Near the end of April the course of study at the School of Instruction came to an end. Will was transferred to the Garrison at Belgaum, Karnataka province, southern India. Belgaum served as the embarkation point for soldiers of the Mesopotamian Expeditionary Force: from here the next journey would be to the front.
Getting to Belgaum involved another long journey and yet another opportunity to see India: a 1200 mile trip by train, passing through the city of Bombay (now Mumbai the capital of post colonial India).
Will secured leave and stopped for a day and a night at Bombay to take in what he could of the city. He stayed a night in a hotel, sampled the food, and attended a theatre performance. The quick visit seems to have afforded little time for photography. The photograph below of a scaffold covered building is, disappointingly, the only photo of Bombay in Will’s collection.

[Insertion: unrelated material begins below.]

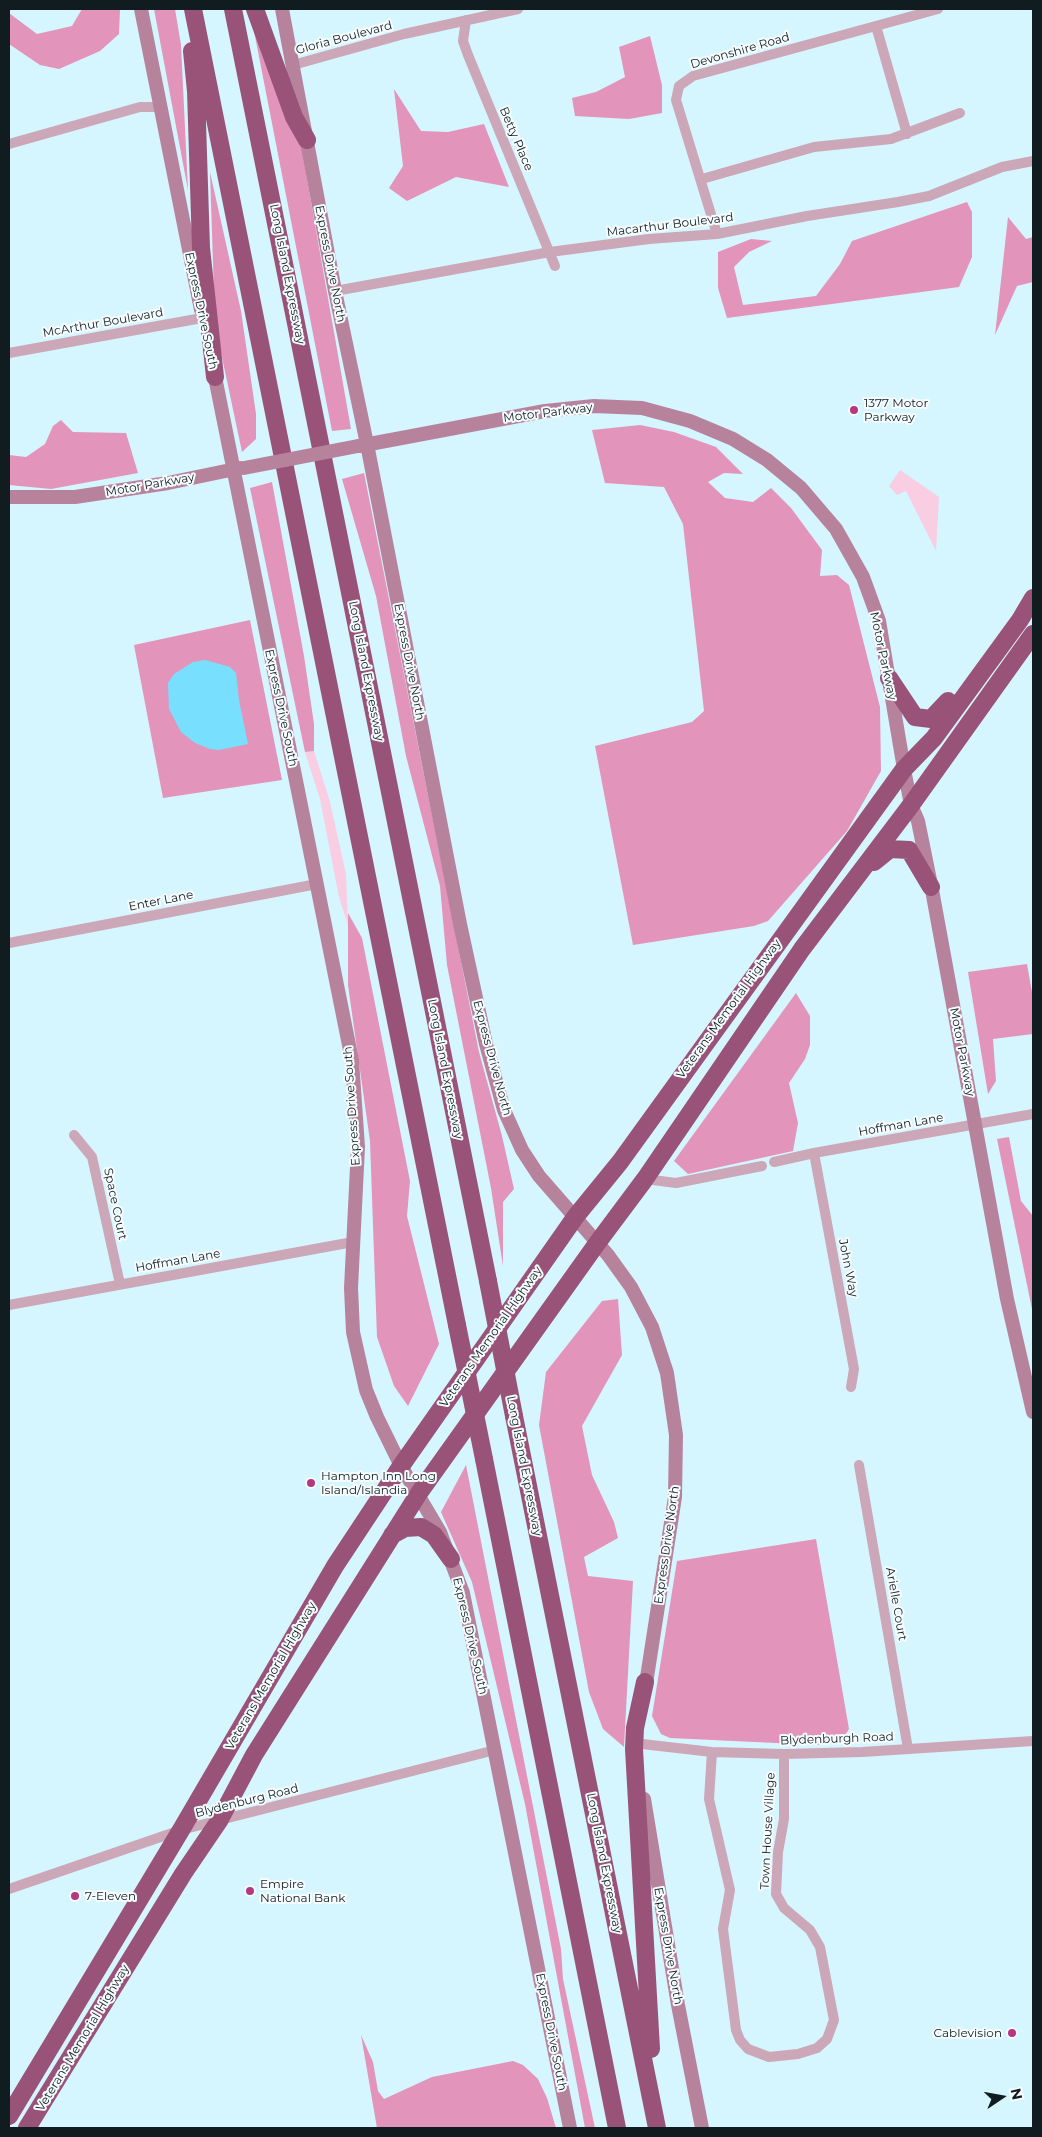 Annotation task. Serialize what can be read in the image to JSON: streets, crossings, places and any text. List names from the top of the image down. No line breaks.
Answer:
{"streets":{"highway":["Long Island Expressway","Veterans Memorial Highway"],"main road":["Express Drive North","Express Drive South","Motor Parkway"],"street":["Gloria Boulevard","Devonshire Road","Betty Place","Macarthur Boulevard","McArthur Boulevard","Enter Lane","Hoffman Lane","Space Court","John Way","Arielle Court","Blydenburgh Road","Blydenburg Road","Town House Village"]},"crossings":[["Gloria Boulevard","Betty Place"],["Gloria Boulevard","Express Drive North"],["Devonshire Road","Macarthur Boulevard"],["Betty Place","Macarthur Boulevard"],["Macarthur Boulevard","Express Drive North"],["Express Drive North","Motor Parkway"],["Express Drive North","Veterans Memorial Highway"],["Express Drive North","Blydenburgh Road"],["Express Drive South","McArthur Boulevard"],["Express Drive South","Motor Parkway"],["Express Drive South","Enter Lane"],["Express Drive South","Veterans Memorial Highway"],["Express Drive South","Hoffman Lane"],["Express Drive South","Blydenburg Road"],["Motor Parkway","Veterans Memorial Highway"],["Motor Parkway","Hoffman Lane"],["Veterans Memorial Highway","Blydenburg Road"],["Hoffman Lane","Space Court"],["Hoffman Lane","John Way"],["Arielle Court","Blydenburgh Road"],["Blydenburgh Road","Town House Village"]],"places":["1377 Motor Parkway","Hampton Inn Long Island/Islandia","Empire National Bank","7-Eleven","Cablevision"],"north":"right"}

He arrived at Belgaum, reporting for duty on the 18th of April (1917) and assumed duties, in a regular rotation, as Orderly Officer. The principal job was to aid in the organization and preparation of drafts of men, non-commissioned officers and private soldiers, bound for the Mesopotamian front. At the same time, officers, like himself , were receiving orders to embark for Mesopotamia. It was a matter of weeks, perhaps even days, until his name came up in the rotation; finally, after more than two years of training and preparation Will was about to embark for the front lines.
Fate, however, intervened yet again. Sometime, toward the end of April of 1917, Will woke to the racking pain, alternating chills and stifling, disorienting fever that would be diagnosed as malaria. Joining the fight in Mesopotamia slipped away in fevered dreams and no one could say, with certainty, whether he would recover and if so, would recover well enough, to be considered fit again for active duty.